TASK PROMPT: Omit the pictures and copy the entries exactly.

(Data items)

== == ==

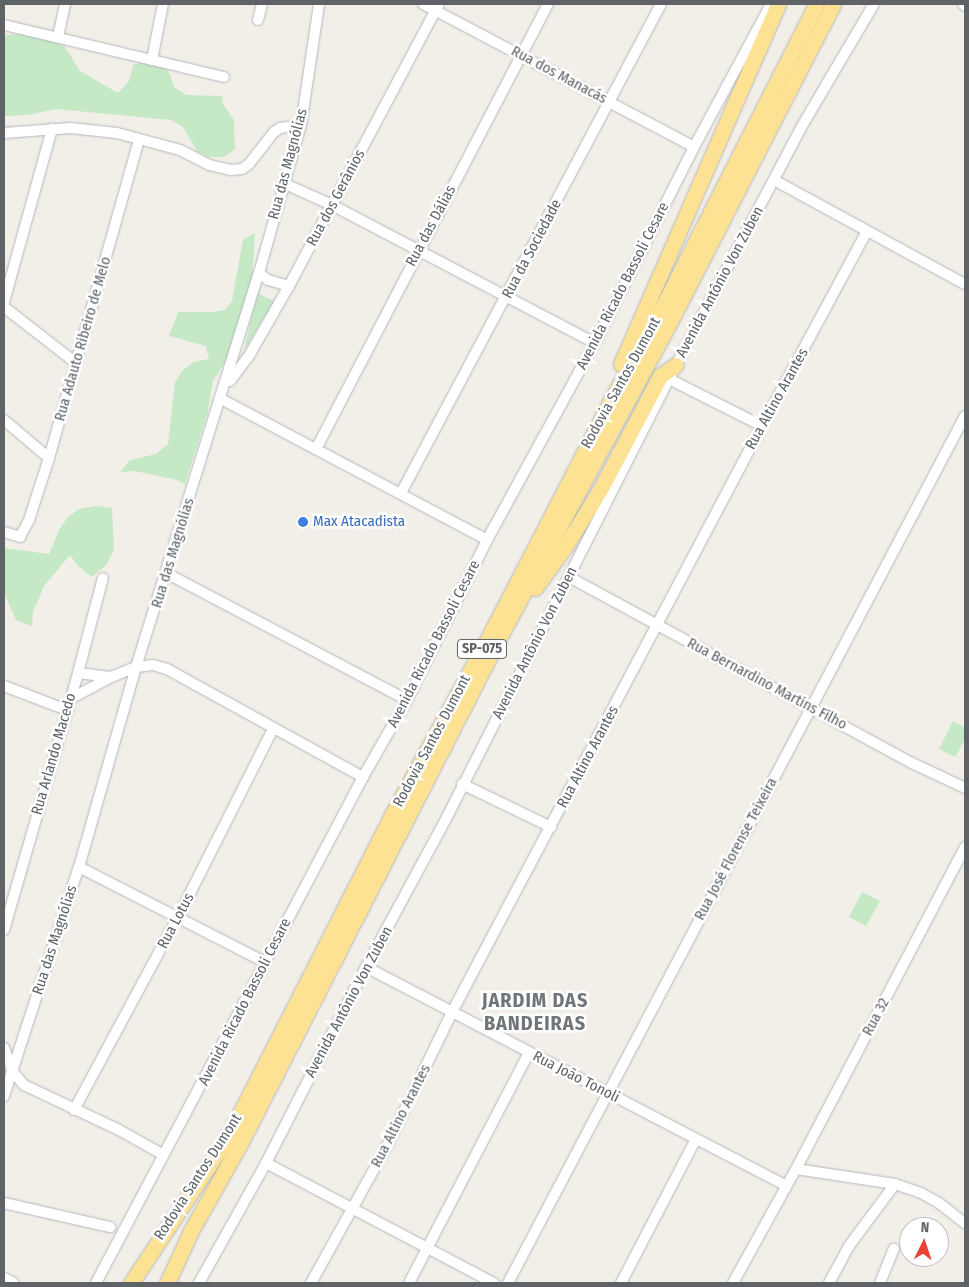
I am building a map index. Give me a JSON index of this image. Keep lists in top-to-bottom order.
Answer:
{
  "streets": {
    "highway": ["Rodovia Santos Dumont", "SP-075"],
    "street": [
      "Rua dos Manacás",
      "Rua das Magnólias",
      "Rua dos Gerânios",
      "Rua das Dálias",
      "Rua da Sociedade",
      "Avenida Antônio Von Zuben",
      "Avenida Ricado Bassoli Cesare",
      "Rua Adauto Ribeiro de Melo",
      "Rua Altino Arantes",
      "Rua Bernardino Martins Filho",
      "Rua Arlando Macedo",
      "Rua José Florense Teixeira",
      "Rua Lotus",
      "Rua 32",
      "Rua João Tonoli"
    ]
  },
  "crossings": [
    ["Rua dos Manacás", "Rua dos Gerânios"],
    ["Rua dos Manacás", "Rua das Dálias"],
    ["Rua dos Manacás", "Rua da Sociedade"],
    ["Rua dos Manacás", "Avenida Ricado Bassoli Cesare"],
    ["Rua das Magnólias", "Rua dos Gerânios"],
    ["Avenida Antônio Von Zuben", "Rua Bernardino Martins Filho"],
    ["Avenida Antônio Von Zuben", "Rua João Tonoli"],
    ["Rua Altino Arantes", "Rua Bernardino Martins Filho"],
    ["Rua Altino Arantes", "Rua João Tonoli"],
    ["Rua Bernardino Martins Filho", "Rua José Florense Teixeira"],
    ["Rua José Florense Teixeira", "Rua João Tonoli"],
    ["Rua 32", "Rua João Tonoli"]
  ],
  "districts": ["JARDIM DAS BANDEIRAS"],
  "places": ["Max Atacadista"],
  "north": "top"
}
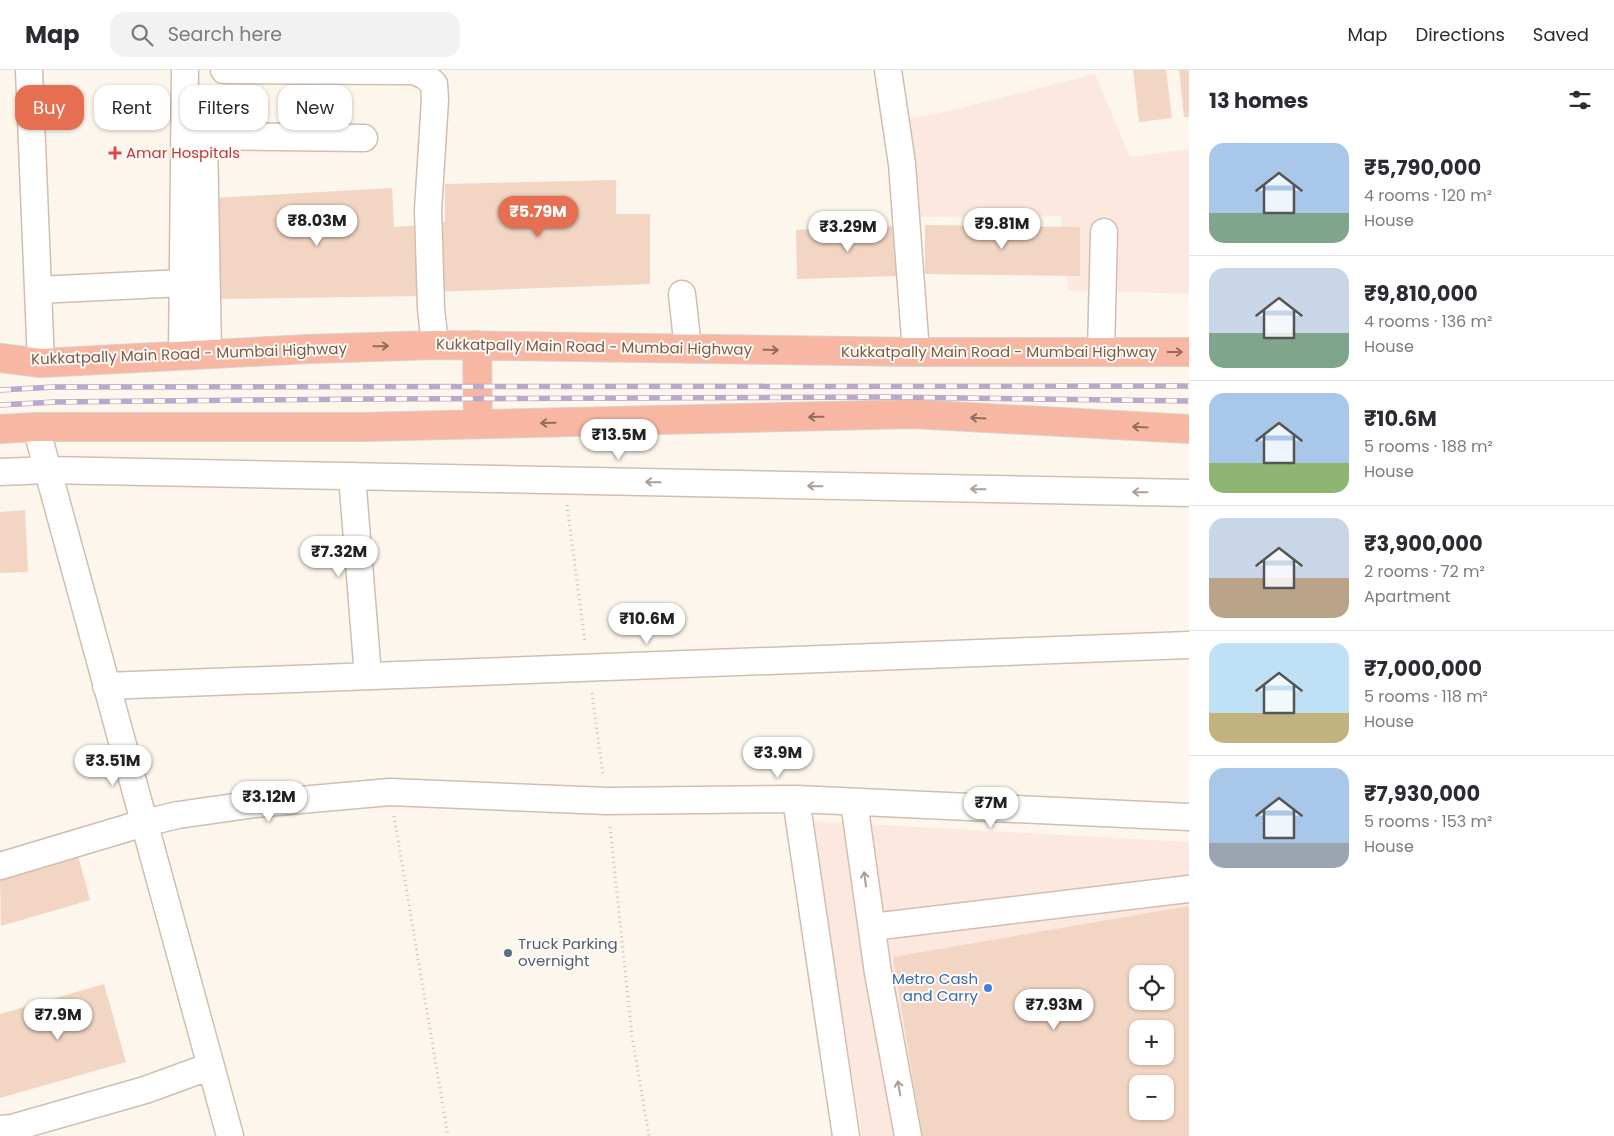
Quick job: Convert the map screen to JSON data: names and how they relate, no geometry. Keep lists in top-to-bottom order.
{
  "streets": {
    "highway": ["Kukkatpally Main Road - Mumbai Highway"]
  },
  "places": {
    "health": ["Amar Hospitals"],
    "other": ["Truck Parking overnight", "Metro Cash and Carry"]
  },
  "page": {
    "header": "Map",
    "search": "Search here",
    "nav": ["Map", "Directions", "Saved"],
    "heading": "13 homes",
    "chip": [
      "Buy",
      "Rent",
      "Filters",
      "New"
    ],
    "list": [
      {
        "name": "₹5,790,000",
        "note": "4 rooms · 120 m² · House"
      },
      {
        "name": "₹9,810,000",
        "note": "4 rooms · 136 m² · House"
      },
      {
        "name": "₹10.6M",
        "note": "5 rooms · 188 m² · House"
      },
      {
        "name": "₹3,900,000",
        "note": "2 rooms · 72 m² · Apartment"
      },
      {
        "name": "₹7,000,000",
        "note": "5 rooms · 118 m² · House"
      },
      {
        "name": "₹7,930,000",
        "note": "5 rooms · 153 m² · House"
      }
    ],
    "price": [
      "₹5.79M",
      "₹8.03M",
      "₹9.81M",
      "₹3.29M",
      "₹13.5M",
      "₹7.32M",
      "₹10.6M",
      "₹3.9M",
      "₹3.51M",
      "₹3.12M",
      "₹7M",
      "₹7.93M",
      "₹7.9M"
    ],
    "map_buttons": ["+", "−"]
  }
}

== == ==

SOLUTION FOR THIS PROBLEM:
I am building a map index. Give me a JSON index of this image. Keep lists in top-to-bottom order.
Answer:
{
  "streets": {
    "highway": ["Rodovia Santos Dumont", "SP-075"],
    "street": [
      "Rua dos Manacás",
      "Rua das Magnólias",
      "Rua dos Gerânios",
      "Rua das Dálias",
      "Rua da Sociedade",
      "Avenida Antônio Von Zuben",
      "Avenida Ricado Bassoli Cesare",
      "Rua Adauto Ribeiro de Melo",
      "Rua Altino Arantes",
      "Rua Bernardino Martins Filho",
      "Rua Arlando Macedo",
      "Rua José Florense Teixeira",
      "Rua Lotus",
      "Rua 32",
      "Rua João Tonoli"
    ]
  },
  "crossings": [
    ["Rua dos Manacás", "Rua dos Gerânios"],
    ["Rua dos Manacás", "Rua das Dálias"],
    ["Rua dos Manacás", "Rua da Sociedade"],
    ["Rua dos Manacás", "Avenida Ricado Bassoli Cesare"],
    ["Rua das Magnólias", "Rua dos Gerânios"],
    ["Avenida Antônio Von Zuben", "Rua Bernardino Martins Filho"],
    ["Avenida Antônio Von Zuben", "Rua João Tonoli"],
    ["Rua Altino Arantes", "Rua Bernardino Martins Filho"],
    ["Rua Altino Arantes", "Rua João Tonoli"],
    ["Rua Bernardino Martins Filho", "Rua José Florense Teixeira"],
    ["Rua José Florense Teixeira", "Rua João Tonoli"],
    ["Rua 32", "Rua João Tonoli"]
  ],
  "districts": ["JARDIM DAS BANDEIRAS"],
  "places": ["Max Atacadista"],
  "north": "top"
}
Quick job: Convert the map screen to JSON data: names and how they relate, no geometry. Keep lists in top-to-bottom order.
{
  "streets": {
    "highway": ["Kukkatpally Main Road - Mumbai Highway"]
  },
  "places": {
    "health": ["Amar Hospitals"],
    "other": ["Truck Parking overnight", "Metro Cash and Carry"]
  },
  "page": {
    "header": "Map",
    "search": "Search here",
    "nav": ["Map", "Directions", "Saved"],
    "heading": "13 homes",
    "chip": [
      "Buy",
      "Rent",
      "Filters",
      "New"
    ],
    "list": [
      {
        "name": "₹5,790,000",
        "note": "4 rooms · 120 m² · House"
      },
      {
        "name": "₹9,810,000",
        "note": "4 rooms · 136 m² · House"
      },
      {
        "name": "₹10.6M",
        "note": "5 rooms · 188 m² · House"
      },
      {
        "name": "₹3,900,000",
        "note": "2 rooms · 72 m² · Apartment"
      },
      {
        "name": "₹7,000,000",
        "note": "5 rooms · 118 m² · House"
      },
      {
        "name": "₹7,930,000",
        "note": "5 rooms · 153 m² · House"
      }
    ],
    "price": [
      "₹5.79M",
      "₹8.03M",
      "₹9.81M",
      "₹3.29M",
      "₹13.5M",
      "₹7.32M",
      "₹10.6M",
      "₹3.9M",
      "₹3.51M",
      "₹3.12M",
      "₹7M",
      "₹7.93M",
      "₹7.9M"
    ],
    "map_buttons": ["+", "−"]
  }
}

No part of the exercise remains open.